Long-Short Term Memory Architecture.

LSTM can handle even the longest sequence data without being affected by gradient problems and proves useful at learning long term dependency. Compared to similar methods, it performs better than GRU44 and RNN especially while modeling long distance relations and differs from other types of learning models with its three-gate structure (forget gate, input gate, output gate).

Long-Short Term Memory Architecture is presented in Fig. 3, where \(x(t)\) is input of current cell, \(C(t)\) is the cell memory, \(h(t)\) is output of current cell block to be used in the next cell as a hidden state. \(C(t-1)\) and \(h(t-1)\) comes from previous cell and ensures sequential dependency. "\(\sigma \)” is \(Sigmoid\) and "\(tanh\)\(HyperbolicTangent\) functions. While implementing element-wise weighted sum operation in LSTM, "\(\times \)” shows element-wise multiplication and "+” indicates element-wise sum.

  • Forget Gate: At the forget gate, the decision is about how many percent of the information from previous cell is preserved in the new cell. The output from previous cell \(h(t-1)\) is combined with the input of current cell \(x(t)\) and this combination is introduced into the \(Sigmoid\) function in Eq. 3. Afterwards, according to the multiplication of the output of \(Sigmoid\) activation function and \(C(t-1)\), it is decided to which extent the existing information is forgotten (Eq. 4). The output by \(Sigmoid\) is between 0 and 1, where 0 denotes complete forgetting, whereas 1 does complete remembering.

    $$\quad S(t)=\frac{1}{1+{e}^{-t}}$$
    (3)
    $${f}_{t}=\sigma ({W}_{f}\cdot [{h}_{t-1},{x}_{t}]+{b}_{f})$$
    (4)
  • Input Gate: This layer is composed of \(Sigmoid\) layer and \(tanh\) layer. The former decides which values will be updated (Eq. 5), whereas the later generates possible values of \({\widetilde{C}}_{t}\) vector (Eq. 6). The outputs of these two layers are multiplied by element-wise multiplication and the result is added to the function \(C(t)\) as in Eq. 7.

    $$\quad {i}_{t}=\sigma ({W}_{i}\cdot [{h}_{t-1},{x}_{t}]+{b}_{i})$$
    (5)
    $${\widetilde{C}}_{t}=tanh({W}_{C}\cdot [{h}_{t-1},{x}_{t}]+{b}_{C})$$
    (6)
    $${C}_{t}={f}_{t}\ \ast \ {C}_{t-1}+{i}_{t}\ \ast \ {\widetilde{C}}_{t}$$
    (7)
  • Output Gate: This layer decides cell state output at time ‘t’. Then, the output of h(t-1) and the input of X(t) are combined and the result is put into \(Sigmoid\) function (Eq. 8). The output of this function determines how much information will be retrieved from cell state. \(C(t)\) results of Forget gate and Input gate are activated by \(tanh\) function, and afterwards these results are multiplied by \(Sigmoid\) output in order to yield the cell output (Eq. 9).

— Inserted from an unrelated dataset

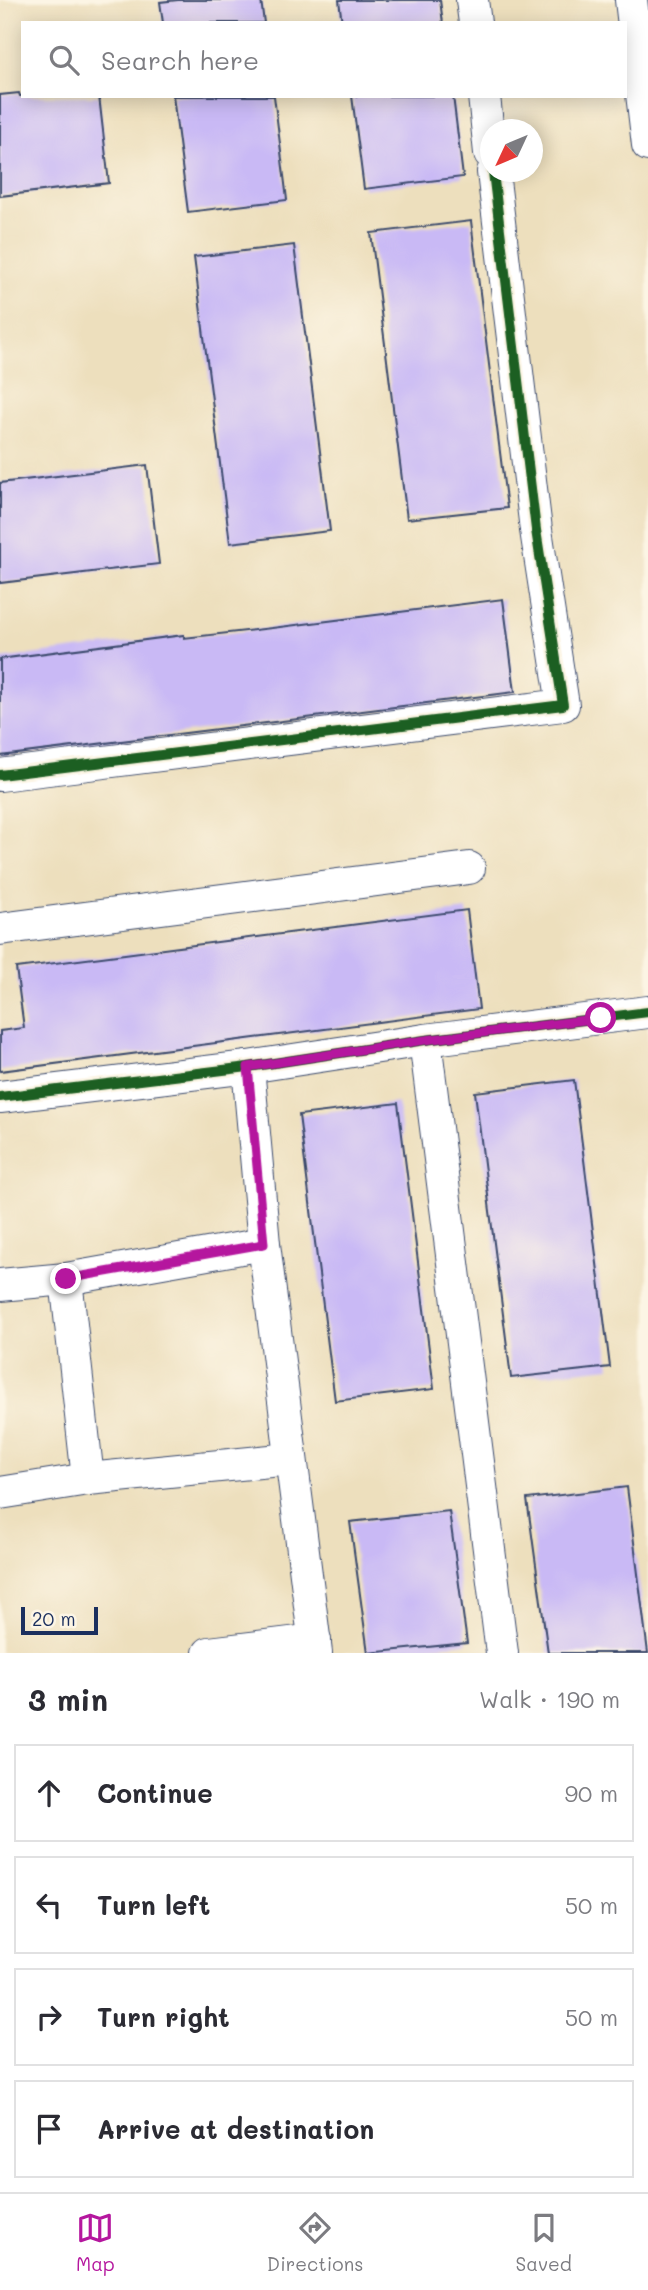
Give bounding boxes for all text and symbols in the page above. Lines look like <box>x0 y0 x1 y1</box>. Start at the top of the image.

    $${o}_{t}=\sigma ({W}_{o}\cdot [{h}_{t-1},{x}_{t}]+{b}_{o})$$
    (8)
    $${h}_{t}={o}_{t}\ \ast \ tanh({C}_{t})$$
    (9)

CNN

CNN is more prominent in image processing45 and computer vision46 than that in most of the deep learning studies, CNN and image are mentioned together. Yann Lecun’s LeNet-5, AlexNet, GoogLeNet and VGG are the keystones of studies using convolutional networks in image processing. These are followed by modern network architectures such as Inception, ResNet and ResNeXt.

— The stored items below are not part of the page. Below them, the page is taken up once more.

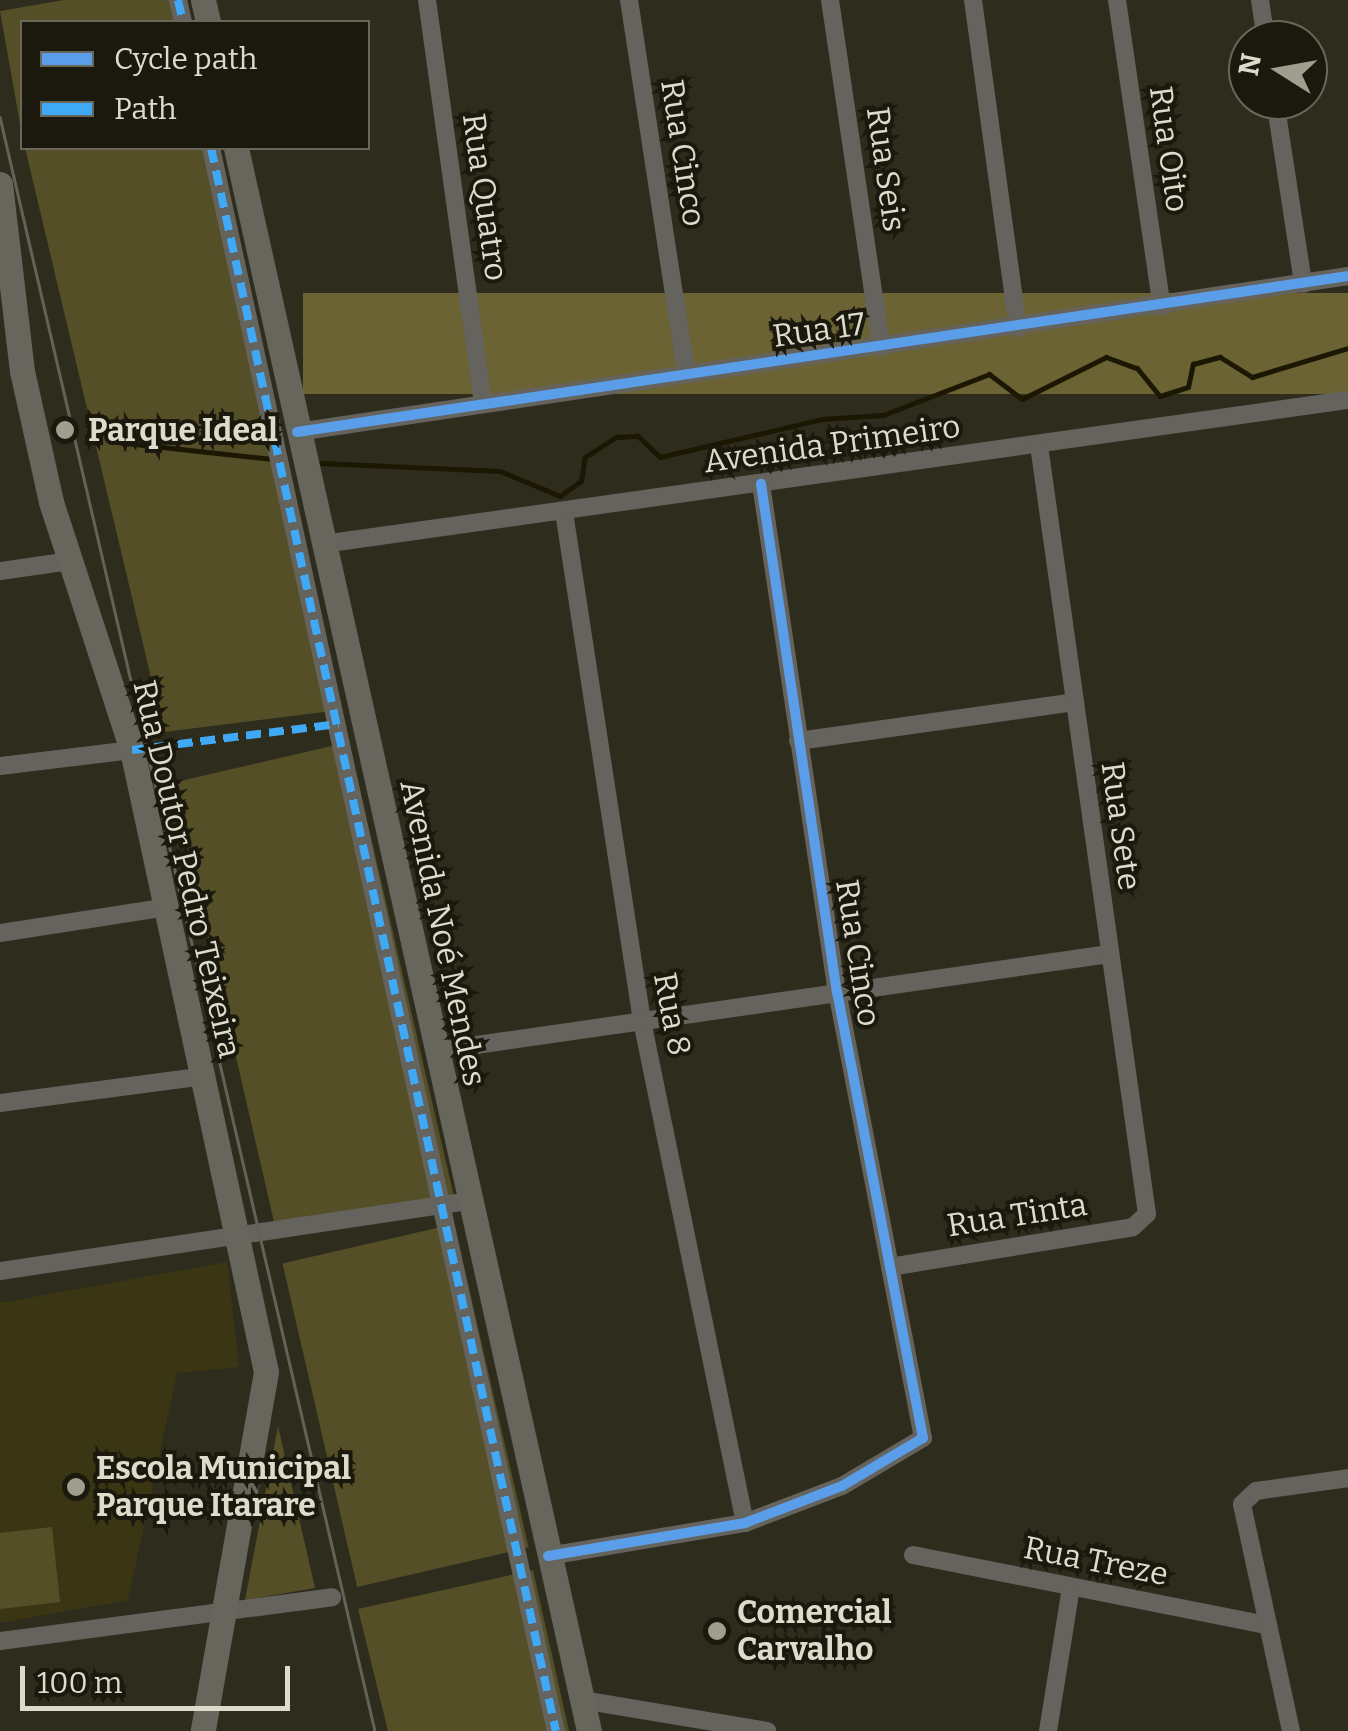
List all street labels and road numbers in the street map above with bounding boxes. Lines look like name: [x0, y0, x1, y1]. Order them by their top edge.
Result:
street label: Rua Cinco: [652, 77, 714, 229]
street label: Rua Oito: [1141, 84, 1197, 214]
street label: Rua Seis: [858, 104, 914, 234]
street label: Rua Quatro: [454, 111, 516, 283]
street label: Rua 17: [770, 305, 868, 355]
street label: Avenida Primeiro: [701, 407, 963, 481]
street label: Rua Doutor Pedro Teixeira: [125, 676, 249, 1062]
street label: Rua Sete: [1093, 759, 1149, 893]
street label: Avenida Noé Mendes: [392, 777, 494, 1089]
street label: Rua Cinco: [827, 877, 889, 1029]
street label: Rua 8: [645, 969, 699, 1059]
street label: Rua Tinta: [944, 1185, 1090, 1245]
street label: Rua Treze: [1021, 1528, 1171, 1594]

Although CNN is particularly well known for its success in visual imagery analysis, it can also be effectively applied to time series analysis problems. What makes CNN different from other networks is basically weight sharing and sparse connectivity. Through the shared weights, training is relatively easy on CNN compared to FFANN.

The weight sharing and local perception features make CNN attractive for time series models as it reduces the number of parameters and improves the learning ability of the model. Hierarchical CNN structures for feature extraction consist of two successive layers; first convolutional layer and then subsampling or pooling layer. In the DFS architecture, 1-dimensional CNN (CNN-1D) is used for property extraction, and CNN-1D here contains the maximum pooling layer after the convolution layer. The convolutional layer, implements sliding-window on input data and by this way, it creates feature maps that represent the temporal sequence property of time series data. The weight of the convolution filter is shared in the convolutional layer and connected to the input. The maximum pooling layer reduces the size of output dimension over the feature maps in the convolutional layer. Therefore, it may improve the learning and generalization ability of the model by ignoring temporal shifts and distortions in data.

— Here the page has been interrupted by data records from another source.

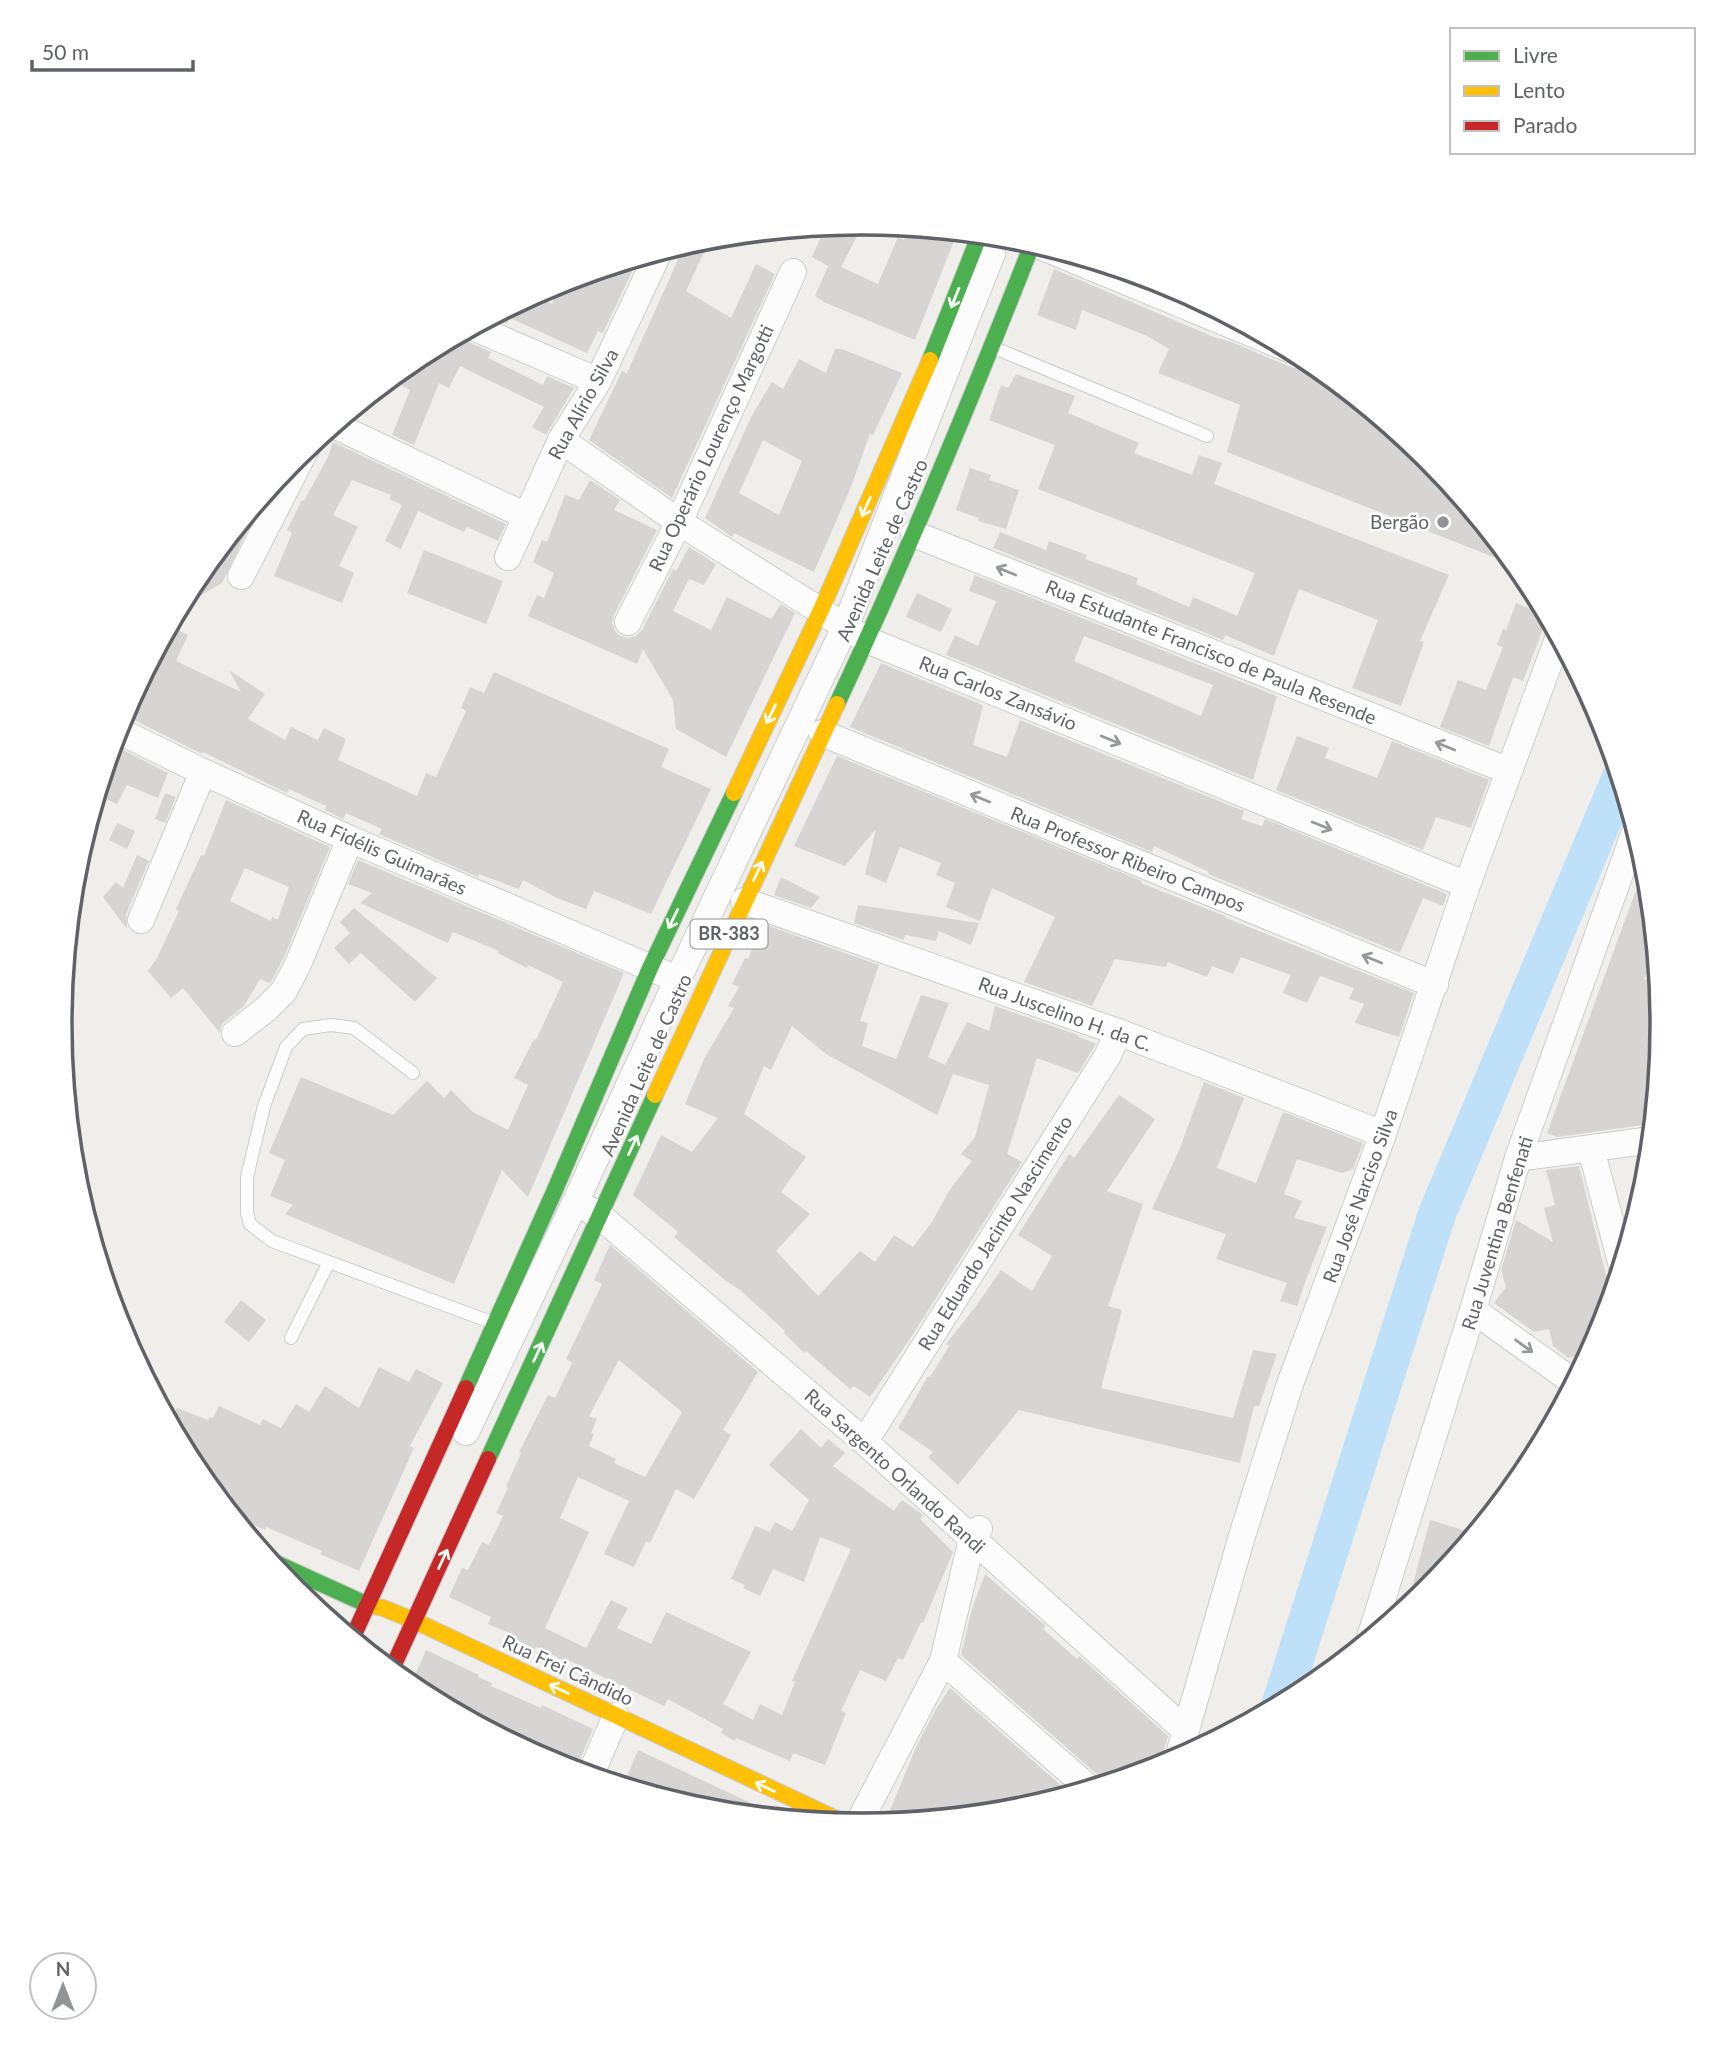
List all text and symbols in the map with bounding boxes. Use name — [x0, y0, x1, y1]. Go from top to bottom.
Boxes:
scale bar — [32, 28, 192, 72]
legend — [1450, 28, 1695, 154]
text: 50 m — [42, 39, 89, 64]
text: Livre — [1513, 42, 1558, 67]
text: Lento — [1513, 77, 1565, 102]
text: Parado — [1513, 112, 1577, 137]
one-way arrow — [947, 286, 960, 308]
street label: Rua Operário Lourenço Margotti — [643, 321, 778, 575]
street label: Rua Alírio Silva — [543, 344, 622, 463]
street label: Avenida Leite de Castro — [831, 455, 932, 645]
one-way arrow — [859, 496, 872, 517]
place label: Bergão — [1370, 510, 1429, 533]
marker: Bergão — [1435, 514, 1451, 530]
one-way arrow — [996, 563, 1018, 576]
street label: Rua Estudante Francisco de Paula Resende — [1043, 574, 1380, 729]
street label: Rua Carlos Zansávio — [916, 650, 1080, 735]
one-way arrow — [764, 703, 778, 724]
one-way arrow — [1100, 734, 1121, 747]
one-way arrow — [1435, 738, 1457, 751]
one-way arrow — [970, 791, 991, 804]
street label: Rua Professor Ribeiro Campos — [1008, 801, 1249, 916]
street label: Rua Fidélis Guimarães — [294, 804, 470, 899]
one-way arrow — [1310, 820, 1332, 833]
one-way arrow — [751, 861, 765, 882]
one-way arrow — [666, 908, 679, 929]
road number: BR-383 — [690, 919, 768, 948]
one-way arrow — [1361, 952, 1383, 965]
street label: Avenida Leite de Castro — [595, 970, 696, 1160]
street label: Rua Juscelino H. da C. — [975, 971, 1155, 1056]
street label: Rua José Narciso Silva — [1317, 1106, 1402, 1286]
street label: Rua Eduardo Jacinto Nascimento — [913, 1111, 1077, 1354]
street label: Rua Juventina Benfenati — [1456, 1133, 1537, 1333]
one-way arrow — [627, 1135, 640, 1156]
one-way arrow — [1514, 1339, 1533, 1354]
one-way arrow — [532, 1342, 545, 1363]
street label: Rua Sargento Orlando Randi — [800, 1383, 990, 1558]
one-way arrow — [437, 1548, 450, 1570]
street label: Rua Frei Cândido — [499, 1629, 637, 1710]
one-way arrow — [549, 1682, 570, 1695]
one-way arrow — [755, 1779, 776, 1793]
north arrow — [28, 1951, 98, 2021]
text: N — [56, 1957, 70, 1980]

Model Implementation and Experimental Results

In this study, air quality intensity is predicted before air pollution occurs by using hourly data at \((t-4)\), \((t-12)\), and \((t-24)\). Real world data used in here, belong to Aksaray, Alibeyköy, Beşiktaş and Esenler which are located in a very central location in European side of Istanbul covering the time period between August 2014 and February 2018.

Meteorological conditions play a critical role while measuring air pollutant concentration. Therefore, temperature in \({}^{\circ }\)C (maximum temperature, minimum temperature), wind speed, wind direction, maximum wind speed, maximum wind direction, and humidity meteorological parameters were collected on hourly basis from the Turkish State Meteorological Service (TSMS). For reliable temperature and wind values, a number of serial measurements is carried out within the same hour. Meteorological parameters with max-prefix denote the highest value of a given parameter within an hour.

As for air quality prediction, it is found that other pollutants can be used for measuring the density of target pollutants47. The pollution density data of CO, NO, NO\({}_{2}\), NO\({}_{X}\), O\({}_{3}\) and SO\({}_{2}\) were collected from the closest AQMSs to meteorological stations.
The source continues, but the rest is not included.